- What you need to do:
Go through the entries below and count the lines where "nowrap" occurs. Give nothing but that number.

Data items
-------

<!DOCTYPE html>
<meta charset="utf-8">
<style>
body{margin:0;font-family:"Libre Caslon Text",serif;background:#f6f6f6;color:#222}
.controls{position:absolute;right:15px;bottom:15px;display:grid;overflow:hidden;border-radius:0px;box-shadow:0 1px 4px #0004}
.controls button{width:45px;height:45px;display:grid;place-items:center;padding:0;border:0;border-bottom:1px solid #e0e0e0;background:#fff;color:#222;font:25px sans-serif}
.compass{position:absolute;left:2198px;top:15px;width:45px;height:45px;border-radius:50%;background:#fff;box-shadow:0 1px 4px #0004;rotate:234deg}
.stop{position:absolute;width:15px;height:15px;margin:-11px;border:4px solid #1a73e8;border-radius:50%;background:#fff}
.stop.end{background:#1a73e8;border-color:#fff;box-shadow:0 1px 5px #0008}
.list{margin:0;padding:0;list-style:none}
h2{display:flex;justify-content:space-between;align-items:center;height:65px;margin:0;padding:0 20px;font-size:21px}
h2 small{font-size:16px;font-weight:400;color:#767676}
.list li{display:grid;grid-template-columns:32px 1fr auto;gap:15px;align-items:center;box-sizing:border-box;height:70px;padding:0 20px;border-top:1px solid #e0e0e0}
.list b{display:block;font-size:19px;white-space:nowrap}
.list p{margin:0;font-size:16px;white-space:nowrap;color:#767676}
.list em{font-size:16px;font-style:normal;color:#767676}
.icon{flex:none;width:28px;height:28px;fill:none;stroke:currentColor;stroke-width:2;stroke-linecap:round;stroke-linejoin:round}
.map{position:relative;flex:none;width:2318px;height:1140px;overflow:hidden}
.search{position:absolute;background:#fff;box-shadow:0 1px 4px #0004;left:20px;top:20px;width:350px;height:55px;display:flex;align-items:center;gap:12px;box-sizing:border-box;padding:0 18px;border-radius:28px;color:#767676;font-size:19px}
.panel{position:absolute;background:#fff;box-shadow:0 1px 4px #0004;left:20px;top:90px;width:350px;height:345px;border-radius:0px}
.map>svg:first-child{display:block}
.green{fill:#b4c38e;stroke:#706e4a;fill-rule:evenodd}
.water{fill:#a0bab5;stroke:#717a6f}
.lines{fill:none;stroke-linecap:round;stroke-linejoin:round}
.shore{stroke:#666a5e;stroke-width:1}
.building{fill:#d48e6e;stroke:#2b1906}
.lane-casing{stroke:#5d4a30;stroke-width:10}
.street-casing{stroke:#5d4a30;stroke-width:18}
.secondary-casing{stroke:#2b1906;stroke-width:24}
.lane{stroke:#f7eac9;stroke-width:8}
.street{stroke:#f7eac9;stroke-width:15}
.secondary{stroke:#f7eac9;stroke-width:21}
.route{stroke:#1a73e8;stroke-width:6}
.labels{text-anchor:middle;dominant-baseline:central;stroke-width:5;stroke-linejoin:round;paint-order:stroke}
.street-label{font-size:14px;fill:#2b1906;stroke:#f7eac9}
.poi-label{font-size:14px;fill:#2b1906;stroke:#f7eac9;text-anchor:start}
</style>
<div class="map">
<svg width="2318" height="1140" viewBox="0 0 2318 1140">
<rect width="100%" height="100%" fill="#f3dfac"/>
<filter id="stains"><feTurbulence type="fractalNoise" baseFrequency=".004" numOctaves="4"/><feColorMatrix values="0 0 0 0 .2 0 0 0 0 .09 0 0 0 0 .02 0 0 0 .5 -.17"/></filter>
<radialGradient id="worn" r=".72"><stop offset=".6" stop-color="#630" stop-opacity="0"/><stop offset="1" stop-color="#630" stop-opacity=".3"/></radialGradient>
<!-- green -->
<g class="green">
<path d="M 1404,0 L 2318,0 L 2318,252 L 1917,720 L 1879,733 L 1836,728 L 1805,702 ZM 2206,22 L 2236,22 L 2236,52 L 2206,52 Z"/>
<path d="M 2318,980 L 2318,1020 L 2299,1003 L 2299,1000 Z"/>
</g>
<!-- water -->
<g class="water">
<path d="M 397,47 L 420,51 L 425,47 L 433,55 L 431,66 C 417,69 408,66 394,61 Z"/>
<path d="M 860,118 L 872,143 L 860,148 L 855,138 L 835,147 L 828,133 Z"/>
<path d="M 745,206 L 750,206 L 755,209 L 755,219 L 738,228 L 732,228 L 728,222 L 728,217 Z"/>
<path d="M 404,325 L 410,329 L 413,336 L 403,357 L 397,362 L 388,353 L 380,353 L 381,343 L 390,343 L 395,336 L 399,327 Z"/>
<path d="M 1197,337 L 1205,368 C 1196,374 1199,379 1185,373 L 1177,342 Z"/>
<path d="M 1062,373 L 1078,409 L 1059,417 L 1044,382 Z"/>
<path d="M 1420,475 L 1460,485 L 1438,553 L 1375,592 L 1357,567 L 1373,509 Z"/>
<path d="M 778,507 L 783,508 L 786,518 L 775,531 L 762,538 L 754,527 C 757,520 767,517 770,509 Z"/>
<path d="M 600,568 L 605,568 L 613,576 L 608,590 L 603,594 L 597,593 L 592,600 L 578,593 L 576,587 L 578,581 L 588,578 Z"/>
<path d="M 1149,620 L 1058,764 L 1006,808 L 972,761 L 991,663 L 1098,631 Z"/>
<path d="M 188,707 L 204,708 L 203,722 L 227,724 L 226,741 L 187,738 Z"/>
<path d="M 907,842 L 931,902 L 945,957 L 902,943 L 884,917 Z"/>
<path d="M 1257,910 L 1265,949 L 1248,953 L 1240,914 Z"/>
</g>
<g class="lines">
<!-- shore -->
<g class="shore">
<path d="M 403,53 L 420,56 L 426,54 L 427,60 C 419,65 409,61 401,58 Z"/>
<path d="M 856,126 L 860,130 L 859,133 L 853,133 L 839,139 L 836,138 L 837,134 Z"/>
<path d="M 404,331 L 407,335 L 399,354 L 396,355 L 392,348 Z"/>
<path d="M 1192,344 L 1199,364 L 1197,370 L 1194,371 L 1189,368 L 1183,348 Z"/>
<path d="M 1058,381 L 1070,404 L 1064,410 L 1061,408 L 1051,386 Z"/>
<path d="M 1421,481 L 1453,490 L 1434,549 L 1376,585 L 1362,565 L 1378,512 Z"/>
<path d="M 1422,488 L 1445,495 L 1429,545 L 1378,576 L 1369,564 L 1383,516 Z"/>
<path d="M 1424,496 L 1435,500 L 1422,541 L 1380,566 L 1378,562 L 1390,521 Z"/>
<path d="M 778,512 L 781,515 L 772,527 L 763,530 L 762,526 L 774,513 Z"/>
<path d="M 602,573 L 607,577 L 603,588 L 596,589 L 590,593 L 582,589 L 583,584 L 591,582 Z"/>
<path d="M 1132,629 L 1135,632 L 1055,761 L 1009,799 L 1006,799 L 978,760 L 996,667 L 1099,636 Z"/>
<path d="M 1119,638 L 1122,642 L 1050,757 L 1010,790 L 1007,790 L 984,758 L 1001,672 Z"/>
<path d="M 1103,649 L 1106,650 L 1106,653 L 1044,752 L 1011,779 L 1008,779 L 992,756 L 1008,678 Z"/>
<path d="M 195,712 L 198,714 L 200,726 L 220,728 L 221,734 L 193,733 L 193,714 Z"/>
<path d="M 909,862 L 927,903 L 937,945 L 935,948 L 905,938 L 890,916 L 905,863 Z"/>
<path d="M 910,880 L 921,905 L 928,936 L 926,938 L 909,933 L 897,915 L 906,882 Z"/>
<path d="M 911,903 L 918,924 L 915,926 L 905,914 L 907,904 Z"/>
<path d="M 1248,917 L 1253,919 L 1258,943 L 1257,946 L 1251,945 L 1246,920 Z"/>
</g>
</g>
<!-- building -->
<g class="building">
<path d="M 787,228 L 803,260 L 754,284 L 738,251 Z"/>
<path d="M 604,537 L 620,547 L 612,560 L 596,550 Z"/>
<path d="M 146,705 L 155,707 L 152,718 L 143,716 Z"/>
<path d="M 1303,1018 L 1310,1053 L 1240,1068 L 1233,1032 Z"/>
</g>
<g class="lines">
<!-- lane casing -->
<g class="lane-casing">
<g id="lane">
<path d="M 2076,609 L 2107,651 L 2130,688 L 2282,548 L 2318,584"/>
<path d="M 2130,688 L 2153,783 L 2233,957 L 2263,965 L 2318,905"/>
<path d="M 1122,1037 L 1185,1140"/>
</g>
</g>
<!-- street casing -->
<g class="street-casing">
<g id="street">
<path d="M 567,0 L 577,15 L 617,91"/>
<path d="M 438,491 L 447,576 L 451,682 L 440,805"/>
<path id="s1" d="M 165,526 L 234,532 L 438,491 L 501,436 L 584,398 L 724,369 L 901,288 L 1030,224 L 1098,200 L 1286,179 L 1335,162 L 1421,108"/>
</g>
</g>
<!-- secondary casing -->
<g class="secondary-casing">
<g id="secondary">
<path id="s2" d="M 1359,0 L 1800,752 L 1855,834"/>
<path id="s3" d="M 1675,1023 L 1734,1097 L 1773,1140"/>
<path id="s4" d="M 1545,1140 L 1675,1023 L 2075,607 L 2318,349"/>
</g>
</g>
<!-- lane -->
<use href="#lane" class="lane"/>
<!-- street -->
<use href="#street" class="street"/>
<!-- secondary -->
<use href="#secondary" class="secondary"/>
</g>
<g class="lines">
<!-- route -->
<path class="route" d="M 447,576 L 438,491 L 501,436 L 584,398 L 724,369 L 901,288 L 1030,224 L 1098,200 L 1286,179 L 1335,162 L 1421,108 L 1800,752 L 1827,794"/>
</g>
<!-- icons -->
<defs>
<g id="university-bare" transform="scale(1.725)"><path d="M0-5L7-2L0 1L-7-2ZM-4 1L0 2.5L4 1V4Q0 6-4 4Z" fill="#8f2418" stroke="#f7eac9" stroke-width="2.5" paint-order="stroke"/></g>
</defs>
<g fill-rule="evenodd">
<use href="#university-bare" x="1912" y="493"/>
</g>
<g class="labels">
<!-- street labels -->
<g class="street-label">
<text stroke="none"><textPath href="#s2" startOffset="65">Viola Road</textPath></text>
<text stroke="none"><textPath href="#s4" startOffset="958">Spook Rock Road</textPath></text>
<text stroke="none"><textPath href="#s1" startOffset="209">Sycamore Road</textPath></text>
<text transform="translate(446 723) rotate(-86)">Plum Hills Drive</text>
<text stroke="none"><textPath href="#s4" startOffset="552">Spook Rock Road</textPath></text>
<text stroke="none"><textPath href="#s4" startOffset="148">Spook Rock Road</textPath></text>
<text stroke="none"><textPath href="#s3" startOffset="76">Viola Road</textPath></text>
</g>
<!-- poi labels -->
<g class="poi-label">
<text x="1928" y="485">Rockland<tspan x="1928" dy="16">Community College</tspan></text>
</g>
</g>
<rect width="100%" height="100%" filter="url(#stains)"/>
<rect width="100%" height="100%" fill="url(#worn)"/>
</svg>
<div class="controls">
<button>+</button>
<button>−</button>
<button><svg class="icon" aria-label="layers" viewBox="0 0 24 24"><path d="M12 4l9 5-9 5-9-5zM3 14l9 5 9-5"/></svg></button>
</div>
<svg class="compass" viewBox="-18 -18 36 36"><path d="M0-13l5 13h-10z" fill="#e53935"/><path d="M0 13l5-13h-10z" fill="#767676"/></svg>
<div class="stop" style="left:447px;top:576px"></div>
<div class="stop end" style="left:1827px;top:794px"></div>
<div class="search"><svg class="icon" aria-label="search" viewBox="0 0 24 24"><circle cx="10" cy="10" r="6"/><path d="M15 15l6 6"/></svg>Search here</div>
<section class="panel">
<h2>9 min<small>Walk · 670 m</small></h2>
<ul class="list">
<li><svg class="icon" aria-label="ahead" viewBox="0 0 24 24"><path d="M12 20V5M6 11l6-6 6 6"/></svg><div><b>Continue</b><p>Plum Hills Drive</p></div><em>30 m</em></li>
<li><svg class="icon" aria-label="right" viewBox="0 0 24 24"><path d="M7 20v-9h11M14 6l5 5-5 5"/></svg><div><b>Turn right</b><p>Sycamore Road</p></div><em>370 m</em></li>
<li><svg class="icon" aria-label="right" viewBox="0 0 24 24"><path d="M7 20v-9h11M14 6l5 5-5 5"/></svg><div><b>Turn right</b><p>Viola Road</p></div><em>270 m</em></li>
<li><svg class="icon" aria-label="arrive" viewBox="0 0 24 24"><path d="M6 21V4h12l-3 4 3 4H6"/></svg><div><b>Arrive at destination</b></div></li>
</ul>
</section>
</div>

-------

- Written answer:
2